NoteMarch 27, 2026 update
  • SLURM memory: memory is now scheduled explicitly. Request --mem or --mem-per-cpu in your jobs and interactive sessions. If you do not mention memory in your sbatch script, you will get allocated a default amount of memory per CPU.
  • Partitions: For the majority of the ADA users, a few partitions will be added. These follow the format <name>-<type>. For example, there is a defq partition covering all nodes within the current partition, a defq-fat partition for high-memory nodes, and a defq-gpu partition for GPU nodes. The use of the specific partitions for high-memory and GPU is encouraged through priority allocation. In this way we discourage, for example, users with CPU-only jobs from occupying a GPU node. Check the current layout with /ada-software/ada-info.sh.
  • Open OnDemand: Open OnDemand is now officially supported. Open OnDemand jobs also have specific limits on jobs, CPU, memory, and walltime through the ood QOS. See Open OnDemand.

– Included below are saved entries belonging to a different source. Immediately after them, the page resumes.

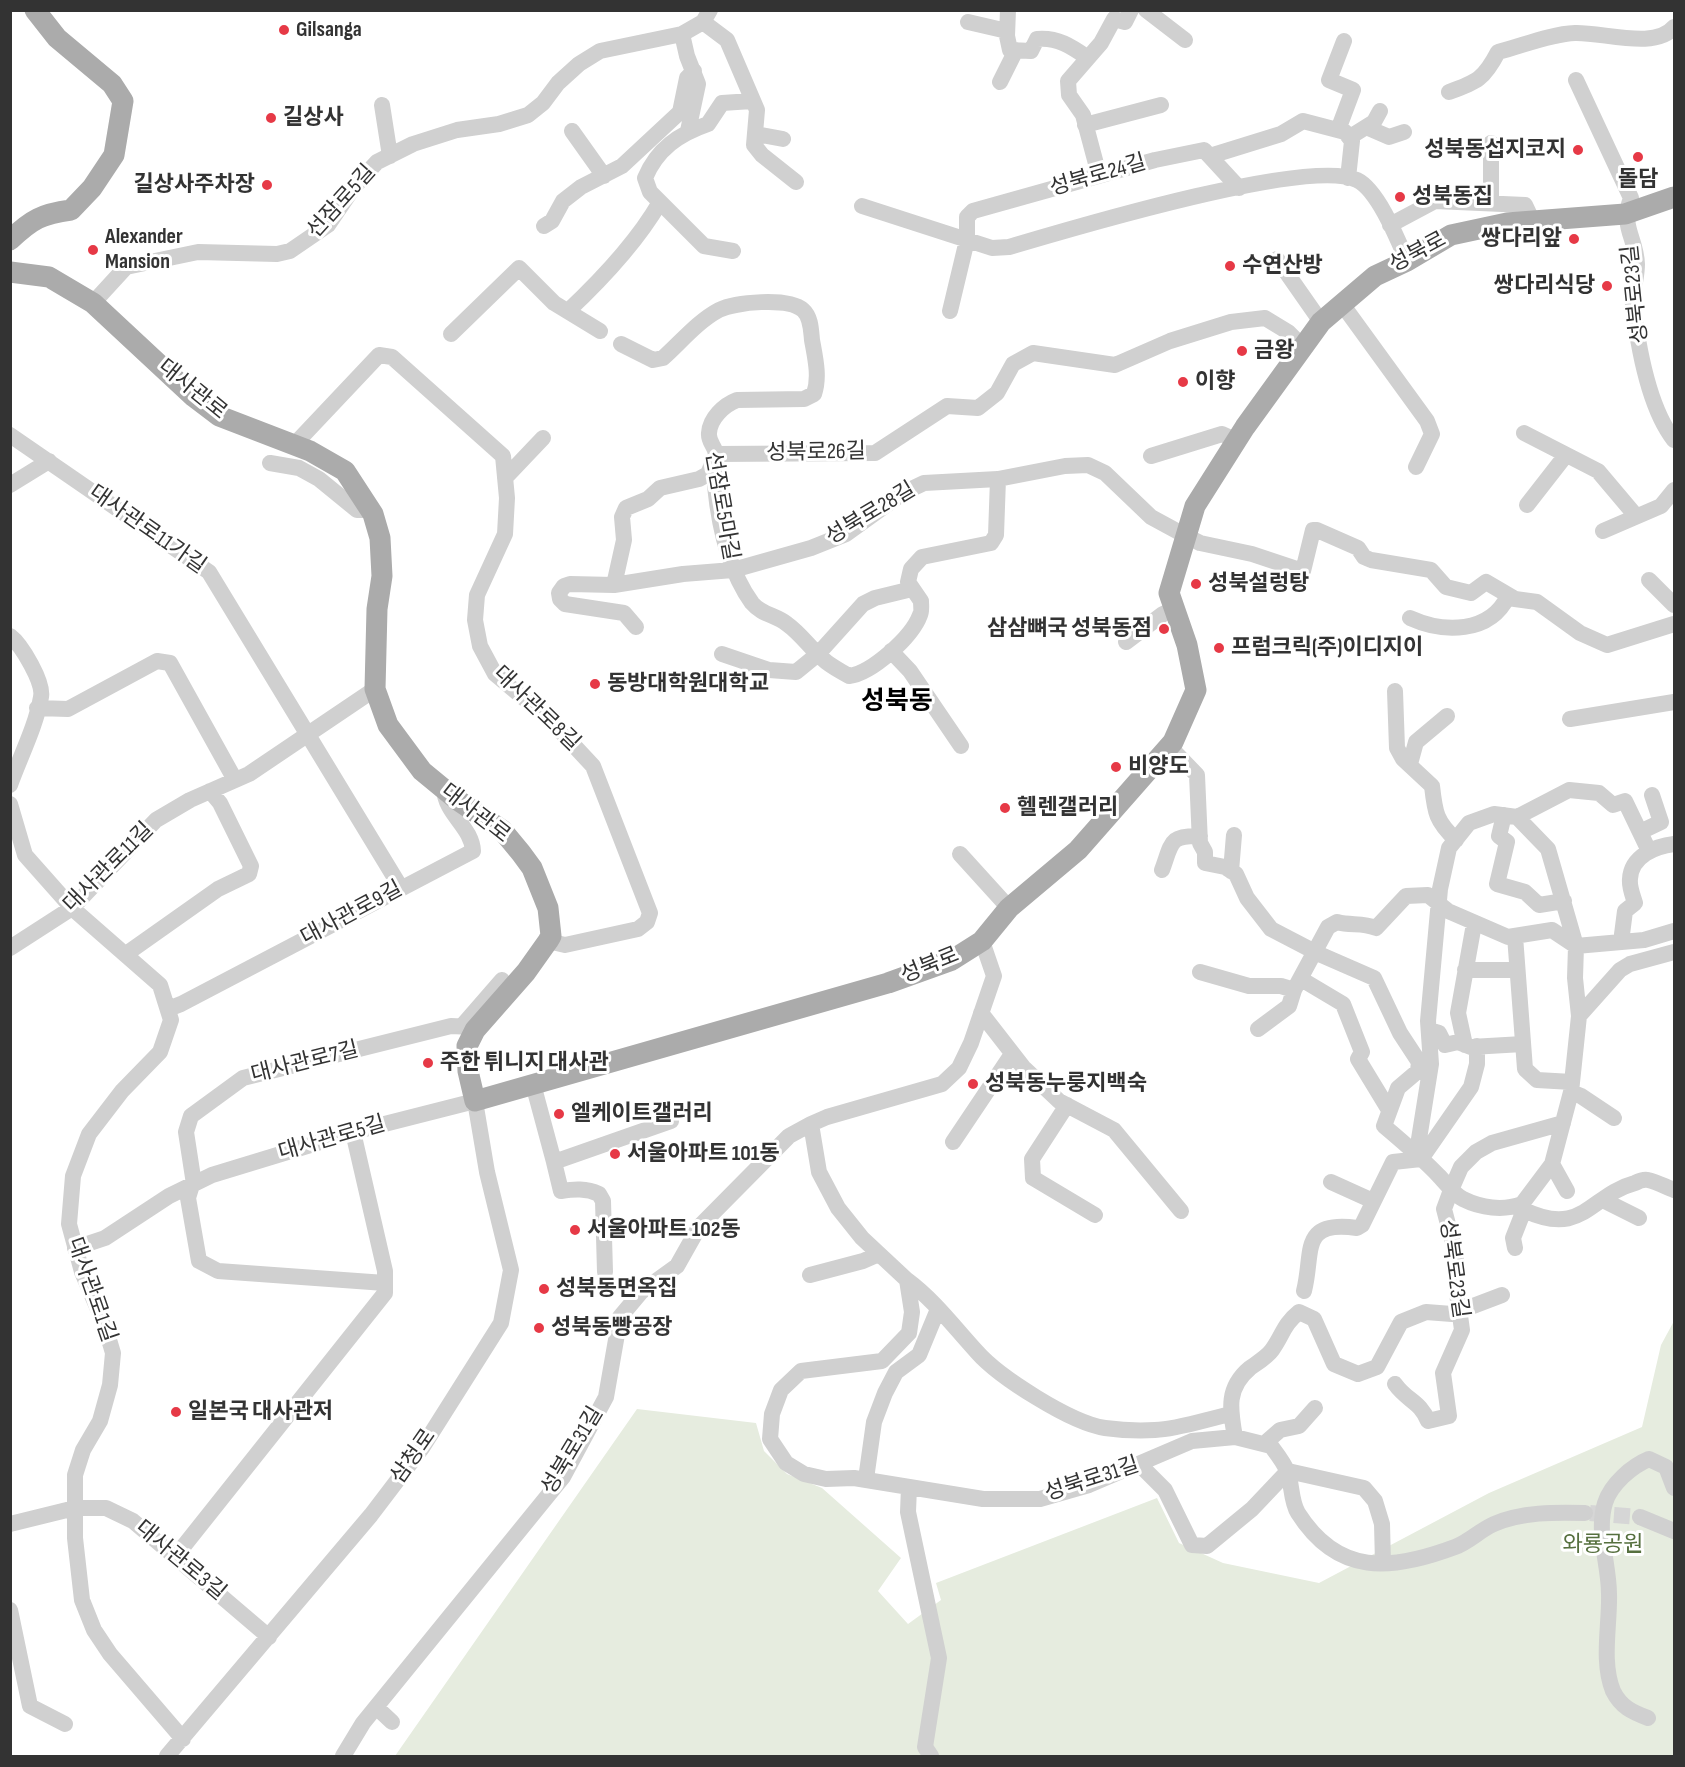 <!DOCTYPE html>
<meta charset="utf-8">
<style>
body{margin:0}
#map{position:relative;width:1685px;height:1767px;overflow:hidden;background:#fff;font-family:"Sofia Sans Condensed",sans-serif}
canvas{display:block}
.frame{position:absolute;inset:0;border:12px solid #333;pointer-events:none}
</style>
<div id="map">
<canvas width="1685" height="1767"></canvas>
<div class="frame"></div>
</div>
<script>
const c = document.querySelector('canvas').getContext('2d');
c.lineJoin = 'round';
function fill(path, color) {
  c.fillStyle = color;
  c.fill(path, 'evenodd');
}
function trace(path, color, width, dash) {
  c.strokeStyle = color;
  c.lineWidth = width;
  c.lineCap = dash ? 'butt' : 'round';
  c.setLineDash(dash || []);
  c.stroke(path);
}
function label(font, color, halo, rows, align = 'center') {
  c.font = font + ' "Sofia Sans Condensed","Noto Sans KR",sans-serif';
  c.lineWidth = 6;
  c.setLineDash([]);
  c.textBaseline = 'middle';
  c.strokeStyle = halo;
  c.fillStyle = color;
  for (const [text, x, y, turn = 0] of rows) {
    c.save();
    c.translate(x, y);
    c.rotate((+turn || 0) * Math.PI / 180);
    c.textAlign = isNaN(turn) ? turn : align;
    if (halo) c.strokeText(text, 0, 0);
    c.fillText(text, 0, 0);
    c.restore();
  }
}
fill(new Path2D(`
 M1674,1321V1756H395L637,1409L756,1423L764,1451L787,1474L822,1488L901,1558L878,1591L908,1624L941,1600L936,1583L1157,1498L1179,1543L1223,1563L1319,1583L1489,1493L1642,1427L1661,1345Z`), '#e6ecdf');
trace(new Path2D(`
 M1590,1513L1640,1517`), '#d6d6d6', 16, [16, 8]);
trace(new Path2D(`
 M1008,10L1007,36L1010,50L1031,51L1037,39C1058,37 1072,47 1088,58
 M1146,10L1185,40
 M703,22L727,40L757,110L754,145L762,155L796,182
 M968,22L1007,31
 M682,34L687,56L698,84L688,131
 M1576,80L1631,198C1620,227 1636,237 1637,264C1637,278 1632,292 1633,305C1638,346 1649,408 1674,440
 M1000,82L1016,50
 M1449,92C1477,82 1484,79 1498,52C1522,46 1550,34 1575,33C1603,32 1656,50 1674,27
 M382,105L390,156
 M1085,125L1161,105
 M1366,127L1389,137L1404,132
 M1338,130L1353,90L1329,80L1344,41
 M572,131L604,176
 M756,134L783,139
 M1350,137L1374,122L1380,111
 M1210,156L1281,134L1303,121L1345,132L1352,141L1348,178
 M1099,175L1083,115L1069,95L1068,81L1101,43L1114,19L1125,22L1131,10
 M1491,202V143
 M862,206L992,248L1009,247C1070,229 1309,157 1357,180C1378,190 1398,240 1407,261
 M1390,225L1435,201L1525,205L1533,222
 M544,226L552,221L563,201L581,187L622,166L680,112L687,78L694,71
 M733,251L704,246L650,192L645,178C657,149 679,134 708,124L722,103L752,101
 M1277,259L1321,322
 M93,303L126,267L198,252L277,254L290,251L328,225L354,187L377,162L413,144L457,130L499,124L528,115L543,103L558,83L579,64L600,51L682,34L703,22L710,10
 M1342,304L1427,421L1432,434L1416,467
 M568,311C602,279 637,242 660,202
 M950,311L967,240V217L973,211L1155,160L1204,150L1239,188
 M451,334L519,268L554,303L600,331
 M621,344L653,360L663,358C680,343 698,321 719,310C735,302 788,297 803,310C811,317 811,330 812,340C815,357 820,377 814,394L804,399L737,400C724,405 710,418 709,433C708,442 715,446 716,454C718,464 715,476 715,486C719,526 728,570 752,603C762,615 776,615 787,624C801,634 810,648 823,659C830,666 841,671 849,676C872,673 912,637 920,615C922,612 921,605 921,601L908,582L911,569L922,557L991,543L996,535L998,479
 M1524,433L1598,471L1636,516
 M10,435L209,572L401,888
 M294,445L379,355L392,357L503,456L507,498L505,534L477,595L475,620L480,646L495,674L552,722L593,766L650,913L647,922L638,929L565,945L548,941
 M1151,456L1222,434L1237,441
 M270,463L299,468L319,479L357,510H370
 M505,478L543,438
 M10,485L49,461
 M1527,505L1566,455
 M1603,531L1661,506L1674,490
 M1649,580L1674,605
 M614,585L624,540L622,517L626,508L648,499L660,488L699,479L708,474L716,454L875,453L947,406L978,408L997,393L1013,364L1033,353L1115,365L1170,341L1231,322L1265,318L1288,332L1303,347
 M1410,618C1443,633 1490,634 1508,596
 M636,627L624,613L565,604L560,599L559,593L564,586L570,584L614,585L683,574L733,570L811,548L846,534L903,493L924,483L998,479L1065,466L1088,465L1105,473L1151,517L1186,536L1200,543L1252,554L1303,571L1313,530H1317L1358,548L1364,557L1371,560L1431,570L1446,587L1471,593L1486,582L1515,599L1537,602L1580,633L1607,645L1674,624
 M10,636C22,645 44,683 41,697C36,726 20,757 10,785
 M1126,642L1163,614L1174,609
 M891,651L910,671L961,746
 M722,654L769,670L796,672L818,654L863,604L875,598L912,589
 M1395,691L1397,748L1403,759L1432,786C1435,813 1436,821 1456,840
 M37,708L68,709L157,661L170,663L235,780
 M1570,719L1674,702
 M1169,746L1197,775L1200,843L1205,852V863L1225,867L1236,874L1247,898L1271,929L1319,954L1374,978L1400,1033L1419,1062L1418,1071L1398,1088L1384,1126C1403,1142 1422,1158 1439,1176C1447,1184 1453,1194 1463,1199C1481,1208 1503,1211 1522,1204L1552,1164L1571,1092L1579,1016L1575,978L1576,946L1548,849L1517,817L1494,814L1469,823L1449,848L1440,889L1428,1021L1431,1064L1419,1139L1421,1159
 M1410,764L1416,742L1447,716
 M10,804L25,855L72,908L160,985L171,1020L160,1052L122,1091L89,1134L73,1176L69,1224L82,1272L104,1323L113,1353L110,1385L100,1421L83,1450L75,1475V1538L82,1600L94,1630L110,1654L183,1739
 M1504,815L1499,836L1507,842L1497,884L1525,892L1539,905L1564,901
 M1517,817L1569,790L1599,793L1613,805L1625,801L1649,851
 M1640,832L1661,822L1652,795
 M960,854L1009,908
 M1162,870C1172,843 1169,835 1200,836
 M1231,871L1234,835
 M1515,936L1525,1069L1537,1080L1572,1082
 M982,941L994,976L971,1043L959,1068L942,1084L827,1117L811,1124L819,1172L838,1208L862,1238L907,1280L912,1312L909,1333L882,1361L801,1371L781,1390L772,1414L770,1439L786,1463L804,1474L826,1479L854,1478L983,1499H1040L1089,1485L1192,1441L1235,1437L1271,1446C1277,1454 1285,1464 1288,1473C1292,1485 1291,1502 1298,1513C1338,1576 1391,1571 1455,1547C1469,1542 1480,1530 1494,1524C1521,1512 1556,1512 1585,1513
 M1621,942L1625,911L1635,903C1633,896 1629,887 1630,879C1631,856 1656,846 1674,844
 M10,948L72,908L156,820L190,800L249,774L375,689
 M126,954L218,889L249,874L251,866L220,803L210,791
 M1465,970H1516
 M1200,972L1249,986H1281L1294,990
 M1301,979L1343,1004L1362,1052L1358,1059L1389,1110
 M168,1009L181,1004L473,851C472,827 445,814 444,789
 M981,1013L1023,1067L1059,1101L1114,1130L1181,1211
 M1579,1016L1620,970L1630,964L1674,952
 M462,1026L502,980
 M1258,1029L1289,1006L1294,990L1328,927L1337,922C1351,926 1362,922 1376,928L1406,896L1428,895L1448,911L1508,937L1552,930L1576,946L1644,940L1674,931
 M1429,1030L1439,1033L1445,1045L1458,1042L1471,1047L1523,1044
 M1465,1045L1458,1013L1474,924
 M533,1084L554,1162L671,1121
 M1571,1092L1581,1096L1614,1118
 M1067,1105L1032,1159L1033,1178L1095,1215
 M953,1142L1012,1054
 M1421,1159L1471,1087L1477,1064V1046
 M554,1162L561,1191C574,1189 586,1188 599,1194L603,1201L605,1272
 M1552,1164L1567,1191
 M1331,1182L1373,1201
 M194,1184L186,1132L191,1116L243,1078L451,1026L472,1027L475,1030
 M192,1185L188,1198L199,1261L218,1271L385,1283
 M1603,1200L1639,1218
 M1524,1210C1583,1238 1590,1195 1635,1183C1639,1181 1644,1179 1648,1180C1657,1182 1666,1187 1674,1190
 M75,1248L105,1238L169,1196L212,1175L353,1132L475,1101L487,1172L511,1270L501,1323L422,1448L371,1515L167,1756
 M1515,1248L1513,1238L1524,1210L1522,1204
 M810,1275L863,1261L879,1254
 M907,1280C934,1300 954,1327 977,1352C999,1377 1071,1423 1105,1428C1120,1430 1139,1431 1155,1430C1179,1429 1207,1419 1231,1414
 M1304,1291C1314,1252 1299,1220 1357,1228L1362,1225L1393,1162L1421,1159
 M1395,1384C1407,1401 1420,1401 1428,1421L1449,1416L1443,1373L1462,1330L1455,1279L1456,1255L1444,1209L1451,1190L1461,1167L1476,1152L1492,1143L1563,1123
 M1235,1437C1230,1409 1226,1388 1250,1368C1257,1363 1267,1357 1272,1350C1283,1335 1283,1325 1299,1312L1314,1319L1334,1364L1358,1374L1377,1367L1401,1322L1426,1312L1452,1314L1502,1295
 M1264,1444L1280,1430L1299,1426L1315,1408
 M1140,1465L1165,1490L1192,1545L1207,1546L1252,1509L1288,1471L1364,1488L1375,1501L1382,1524L1383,1563
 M866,1479L874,1422L885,1393L896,1372L919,1355L938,1309
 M909,1487L908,1512L939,1658L925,1747L931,1756
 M1640,1517L1674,1531
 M10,1524L75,1508H106L133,1521L269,1637
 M175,1557L385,1293V1271L353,1132
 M10,1610L30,1706L65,1724
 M376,1707L392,1722
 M1648,1718C1632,1712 1621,1707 1613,1691C1601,1661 1610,1625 1609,1594C1609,1564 1596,1533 1605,1503C1611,1484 1632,1466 1649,1459L1666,1467L1674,1488
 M343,1756L363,1723L563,1477L606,1397L620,1317L641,1292L677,1266L699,1227L789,1136L811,1124`), '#d0d0d0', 16);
trace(new Path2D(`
 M10,240C32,219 42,214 71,210L92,188L114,155L123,101L112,84L57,38L35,10
 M10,272L49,277L93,303L194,397L219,416L310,451L345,471L373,514L380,538L382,576L377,609L375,689L388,725L422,771L456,799L502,830L521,853L532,868L548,908L551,936L548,941L526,972L475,1030L467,1046L468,1071L475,1101L888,983L952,960L982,941L1009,908L1078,850L1173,742L1196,690L1187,645L1169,593L1195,506L1245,427L1321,322L1375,276L1407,261L1451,235L1507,223L1625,214L1674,197`), '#ababab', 21);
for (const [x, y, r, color] of [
 [284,30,6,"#e63946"],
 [271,118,6,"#e63946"],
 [1578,150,6,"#e63946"],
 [1638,157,6,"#e63946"],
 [267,185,6,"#e63946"],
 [1400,197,6,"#e63946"],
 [1574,239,6,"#e63946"],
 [93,250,6,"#e63946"],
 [1230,266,6,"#e63946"],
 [1607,286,6,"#e63946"],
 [1242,351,6,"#e63946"],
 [1183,382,6,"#e63946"],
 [1196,584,6,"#e63946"],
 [1164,629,6,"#e63946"],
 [1219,648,6,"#e63946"],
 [595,684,6,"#e63946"],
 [1116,767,6,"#e63946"],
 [1005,808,6,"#e63946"],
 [428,1063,6,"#e63946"],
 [973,1084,6,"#e63946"],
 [559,1114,6,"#e63946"],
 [615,1154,6,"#e63946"],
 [575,1230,6,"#e63946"],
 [544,1289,6,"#e63946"],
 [539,1328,6,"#e63946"],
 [176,1412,6,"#e63946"]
]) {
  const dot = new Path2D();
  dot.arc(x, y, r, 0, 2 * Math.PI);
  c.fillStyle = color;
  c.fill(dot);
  trace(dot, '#fff', 2);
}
label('bold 22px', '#333', '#fff', [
 ["Gilsanga",296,30],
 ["길상사",283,118],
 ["성북동섭지코지",1566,150,"right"],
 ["돌담",1638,180,"center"],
 ["길상사주차장",255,185,"right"],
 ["성북동집",1412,197],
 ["Alexander",105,237],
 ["Mansion",105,262],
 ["쌍다리앞",1562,239,"right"],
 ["수연산방",1242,266],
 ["쌍다리식당",1595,286,"right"],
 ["금왕",1254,351],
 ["이향",1195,382],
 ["성북설렁탕",1208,584],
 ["삼삼뼈국 성북동점",1152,629,"right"],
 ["프럼크릭(주)이디지이",1231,648],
 ["동방대학원대학교",607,684],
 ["비양도",1128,767],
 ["헬렌갤러리",1017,808],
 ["주한 튀니지 대사관",440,1063],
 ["성북동누룽지백숙",985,1084],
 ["엘케이트갤러리",571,1114],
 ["서울아파트 101동",627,1154],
 ["서울아파트 102동",587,1230],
 ["성북동면옥집",556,1289],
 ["성북동빵공장",551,1328],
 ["일본국 대사관저",188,1412]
], 'left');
label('22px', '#333', '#fff', [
 ["성북로24길",1098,176,-16],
 ["선잠로5길",342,202,-48],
 ["성북로",1418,253,-28],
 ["성북로23길",1636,294,-96],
 ["대사관로",192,390,39],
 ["성북로26길",816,453,-1],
 ["선잠로5마길",721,506,80],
 ["성북로28길",871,514,-31],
 ["대사관로11가길",147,530,35],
 ["대사관로8길",536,709,44],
 ["대사관로",475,814,38],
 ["대사관로11길",109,868,-45],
 ["대사관로9길",352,914,-28],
 ["성북로",930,966,-22],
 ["대사관로7길",305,1063,-14],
 ["대사관로5길",332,1139,-16],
 ["성북로23길",1453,1269,82],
 ["대사관로1길",91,1290,71],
 ["성북로31길",573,1451,-59],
 ["삼청로",414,1457,-55],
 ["성북로31길",1092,1480,-18],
 ["대사관로3길",180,1561,40]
]);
label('22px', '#56703f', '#fff', [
 ["와룡공원",1603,1545]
]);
label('bold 26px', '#000', '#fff', [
 ["성북동",897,702]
]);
</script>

  • Temporary working directory: $TMPDIR now points to /tmp, local disk space on the node. Use it for temporary data and I/O-heavy computation instead of /home, which is NFS-mounted and slower. $TMPDIR is private per user and cleaned up automatically after jobs finish.
  • First login: the bug where new users did not get the password change prompt has been fixed.
  • Software & Kernel & CUDA updates: RHEL 5.14.0-611.30.1.el9_7.x86_64 with CUDA 13.1 (driver 590.48.01); general software updates.

Before Submitting Your Next Job Script

  • Add an explicit memory request to older job scripts if needed.
  • Check that your scripts still use the right partition.
  • Use $TMPDIR for temporary files and active computation, then copy important output back to persistent storage.